[[ DATA FOR THIS TASK open ]]

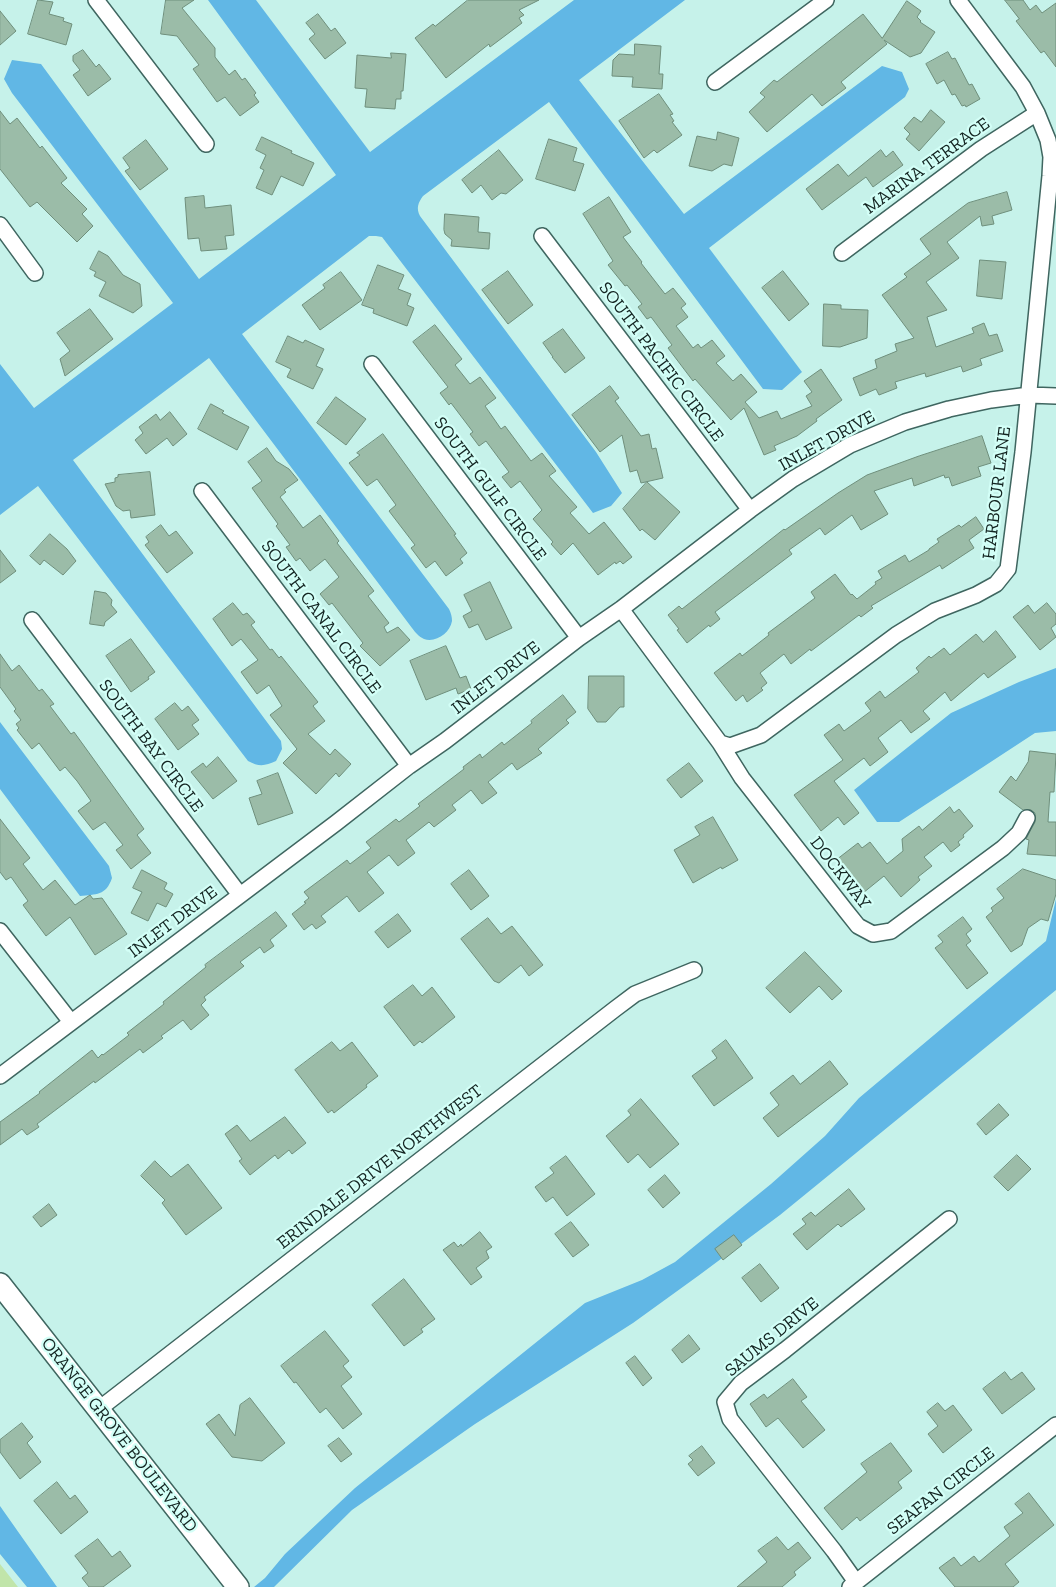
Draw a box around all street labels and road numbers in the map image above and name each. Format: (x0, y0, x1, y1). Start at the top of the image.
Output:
street label: MARINA TERRACE (860, 113, 994, 219)
street label: SOUTH PACIFIC CIRCLE (594, 278, 728, 446)
street label: INLET DRIVE (775, 406, 879, 476)
street label: SOUTH GULF CIRCLE (429, 413, 551, 565)
street label: HARBOUR LANE (978, 425, 1016, 561)
street label: SOUTH CANAL CIRCLE (256, 536, 386, 698)
street label: INLET DRIVE (447, 637, 545, 719)
street label: SOUTH BAY CIRCLE (94, 675, 208, 817)
street label: DOCKWAY (805, 832, 875, 914)
street label: INLET DRIVE (124, 881, 222, 963)
street label: ERINDALE DRIVE NORTHWEST (273, 1080, 487, 1254)
street label: SAUMS DRIVE (721, 1293, 823, 1381)
street label: ORANGE GROVE BOULEVARD (36, 1333, 202, 1537)
street label: SEAFAN CIRCLE (883, 1442, 999, 1540)

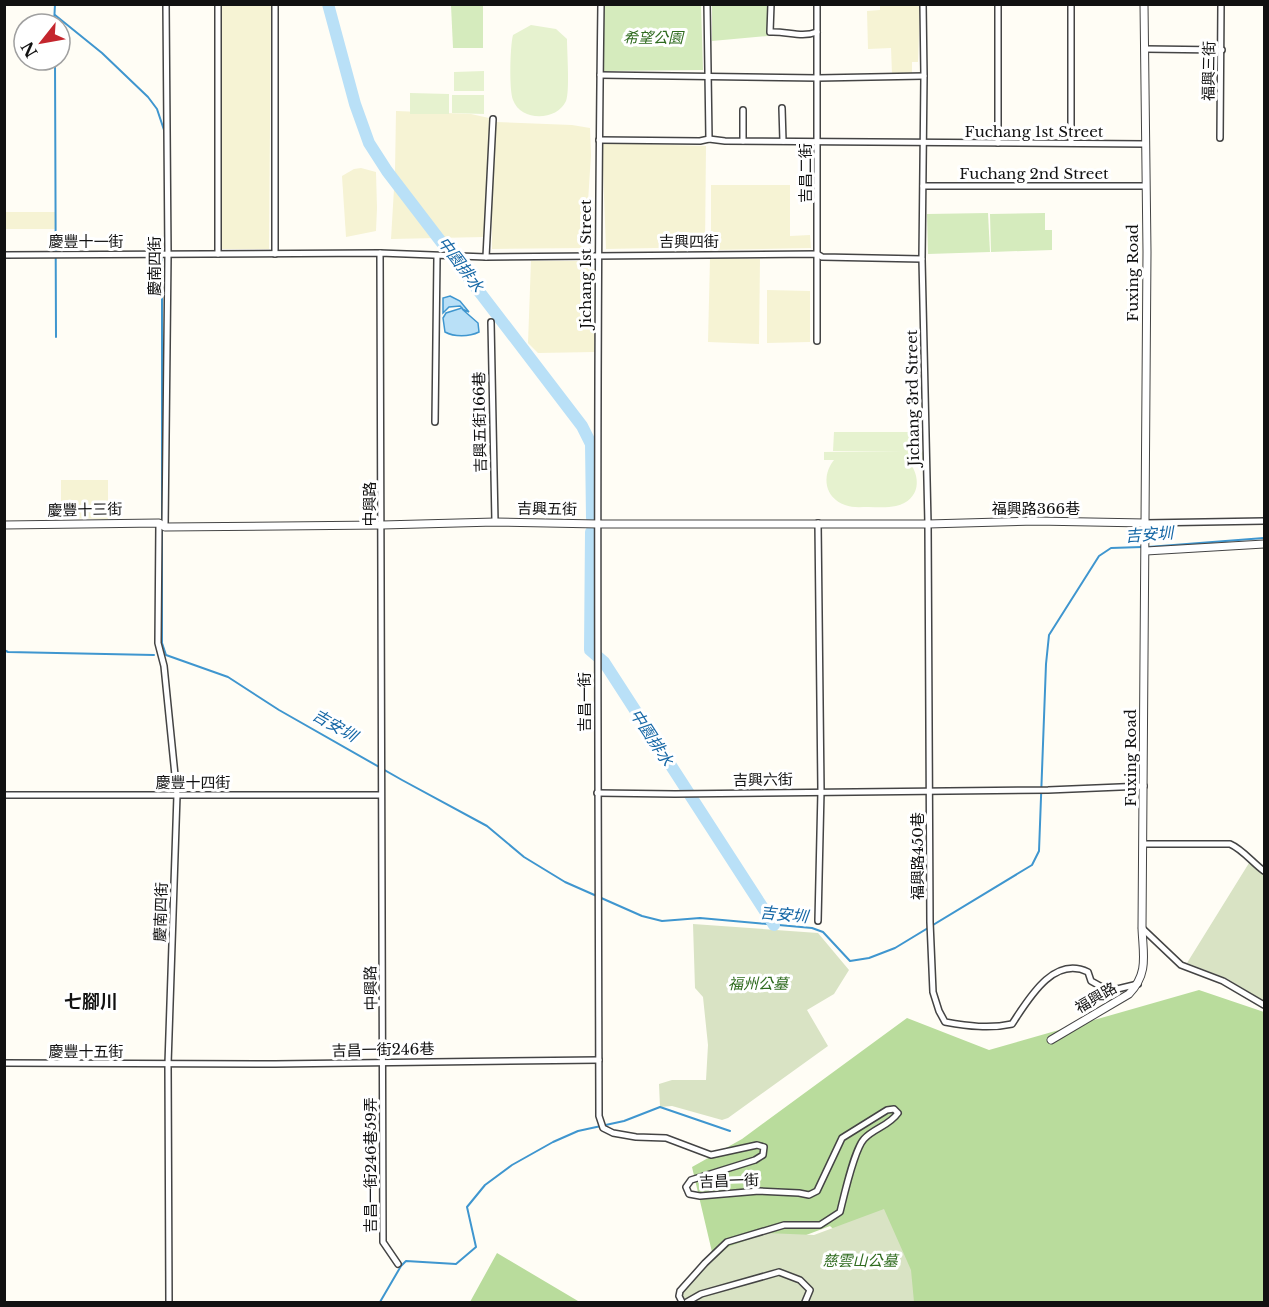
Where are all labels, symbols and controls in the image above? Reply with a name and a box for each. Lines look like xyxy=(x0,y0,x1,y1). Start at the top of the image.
north arrow xyxy=(12,12,72,72)
park label: 希望公園 xyxy=(623,28,685,47)
text: N xyxy=(17,38,42,61)
street label: 福興三街 xyxy=(1198,41,1219,101)
street label: Fuchang 1st Street xyxy=(965,122,1104,141)
street label: 吉昌二街 xyxy=(796,143,815,203)
street label: Fuchang 2nd Street xyxy=(959,164,1109,183)
street label: Jichang 1st Street xyxy=(576,199,595,331)
street label: Fuxing Road xyxy=(1123,224,1142,322)
street label: 慶豐十一街 xyxy=(48,232,124,251)
water label: 中園排水 xyxy=(434,232,489,296)
street label: 吉興四街 xyxy=(659,232,719,251)
street label: 慶南四街 xyxy=(145,236,164,296)
street label: Jichang 3rd Street xyxy=(902,329,923,469)
street label: 吉興五街166巷 xyxy=(469,371,490,473)
street label: 中興路 xyxy=(360,481,379,527)
street label: 吉興五街 xyxy=(517,498,577,519)
street label: 慶豐十三街 xyxy=(47,499,123,520)
street label: 福興路366巷 xyxy=(992,499,1080,518)
water label: 吉安圳 xyxy=(1124,522,1176,546)
street label: 吉昌一街 xyxy=(575,672,594,732)
water label: 吉安圳 xyxy=(309,704,363,747)
water label: 中園排水 xyxy=(626,705,678,770)
street label: Fuxing Road xyxy=(1121,709,1140,807)
street label: 吉興六街 xyxy=(733,769,793,790)
street label: 慶豐十四街 xyxy=(155,773,231,792)
street label: 福興路450巷 xyxy=(908,812,927,900)
street label: 慶南四街 xyxy=(150,882,171,942)
water label: 吉安圳 xyxy=(759,902,811,927)
street label: 中興路 xyxy=(361,965,380,1011)
park label: 福州公墓 xyxy=(728,974,791,993)
street label: 福興路 xyxy=(1072,978,1120,1017)
district label: 七腳川 xyxy=(64,991,118,1013)
street label: 吉昌一街246巷 xyxy=(331,1039,434,1060)
street label: 慶豐十五街 xyxy=(48,1042,124,1061)
street label: 吉昌一街246巷59弄 xyxy=(361,1097,380,1233)
street label: 吉昌一街 xyxy=(699,1170,759,1191)
park label: 慈雲山公墓 xyxy=(822,1251,900,1270)

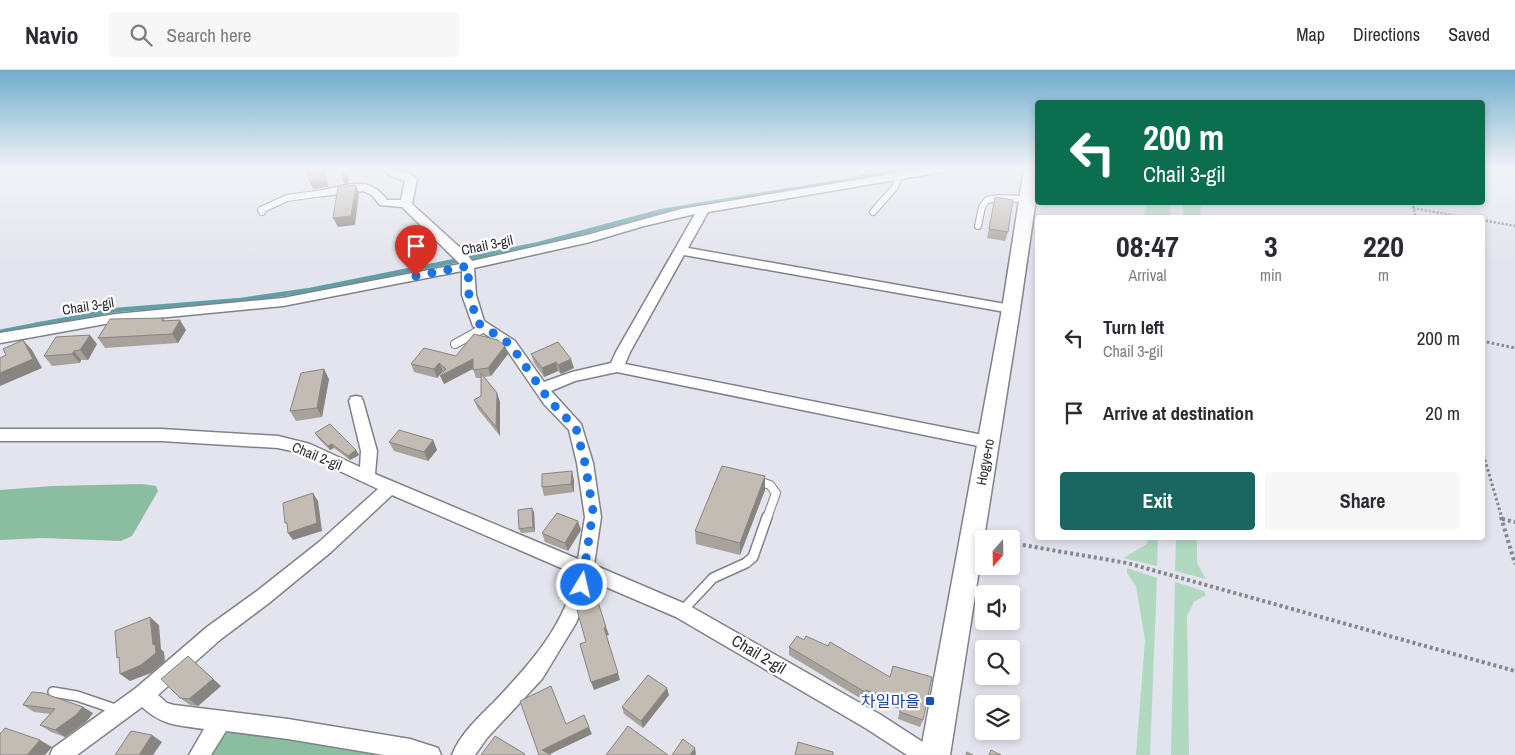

[[ DATA FOR THIS TASK closed ]]

### TASK TO COMPLETE
Print out the records in full and exactly, dropping every picture.

### ANSWER BOX
Draw a box around all street labels and road numbers in the map image above and name each. Format: (x0, y0, x1, y1). Start at the top of the image.
Output:
street label: MARINA TERRACE (860, 113, 994, 219)
street label: SOUTH PACIFIC CIRCLE (594, 278, 728, 446)
street label: INLET DRIVE (775, 406, 879, 476)
street label: SOUTH GULF CIRCLE (429, 413, 551, 565)
street label: HARBOUR LANE (978, 425, 1016, 561)
street label: SOUTH CANAL CIRCLE (256, 536, 386, 698)
street label: INLET DRIVE (447, 637, 545, 719)
street label: SOUTH BAY CIRCLE (94, 675, 208, 817)
street label: DOCKWAY (805, 832, 875, 914)
street label: INLET DRIVE (124, 881, 222, 963)
street label: ERINDALE DRIVE NORTHWEST (273, 1080, 487, 1254)
street label: SAUMS DRIVE (721, 1293, 823, 1381)
street label: ORANGE GROVE BOULEVARD (36, 1333, 202, 1537)
street label: SEAFAN CIRCLE (883, 1442, 999, 1540)

Where are all labels, symbols and controls in the image above? Reply with a name and a box for each. Lines look like xyxy=(x0,y0,x1,y1). Start at the top of the image.
north arrow xyxy=(12,12,72,72)
park label: 希望公園 xyxy=(623,28,685,47)
text: N xyxy=(17,38,42,61)
street label: 福興三街 xyxy=(1198,41,1219,101)
street label: Fuchang 1st Street xyxy=(965,122,1104,141)
street label: 吉昌二街 xyxy=(796,143,815,203)
street label: Fuchang 2nd Street xyxy=(959,164,1109,183)
street label: Jichang 1st Street xyxy=(576,199,595,331)
street label: Fuxing Road xyxy=(1123,224,1142,322)
street label: 慶豐十一街 xyxy=(48,232,124,251)
water label: 中園排水 xyxy=(434,232,489,296)
street label: 吉興四街 xyxy=(659,232,719,251)
street label: 慶南四街 xyxy=(145,236,164,296)
street label: Jichang 3rd Street xyxy=(902,329,923,469)
street label: 吉興五街166巷 xyxy=(469,371,490,473)
street label: 中興路 xyxy=(360,481,379,527)
street label: 吉興五街 xyxy=(517,498,577,519)
street label: 慶豐十三街 xyxy=(47,499,123,520)
street label: 福興路366巷 xyxy=(992,499,1080,518)
water label: 吉安圳 xyxy=(1124,522,1176,546)
street label: 吉昌一街 xyxy=(575,672,594,732)
water label: 吉安圳 xyxy=(309,704,363,747)
water label: 中園排水 xyxy=(626,705,678,770)
street label: Fuxing Road xyxy=(1121,709,1140,807)
street label: 吉興六街 xyxy=(733,769,793,790)
street label: 慶豐十四街 xyxy=(155,773,231,792)
street label: 福興路450巷 xyxy=(908,812,927,900)
street label: 慶南四街 xyxy=(150,882,171,942)
water label: 吉安圳 xyxy=(759,902,811,927)
street label: 中興路 xyxy=(361,965,380,1011)
park label: 福州公墓 xyxy=(728,974,791,993)
street label: 福興路 xyxy=(1072,978,1120,1017)
district label: 七腳川 xyxy=(64,991,118,1013)
street label: 吉昌一街246巷 xyxy=(331,1039,434,1060)
street label: 慶豐十五街 xyxy=(48,1042,124,1061)
street label: 吉昌一街246巷59弄 xyxy=(361,1097,380,1233)
street label: 吉昌一街 xyxy=(699,1170,759,1191)
park label: 慈雲山公墓 xyxy=(822,1251,900,1270)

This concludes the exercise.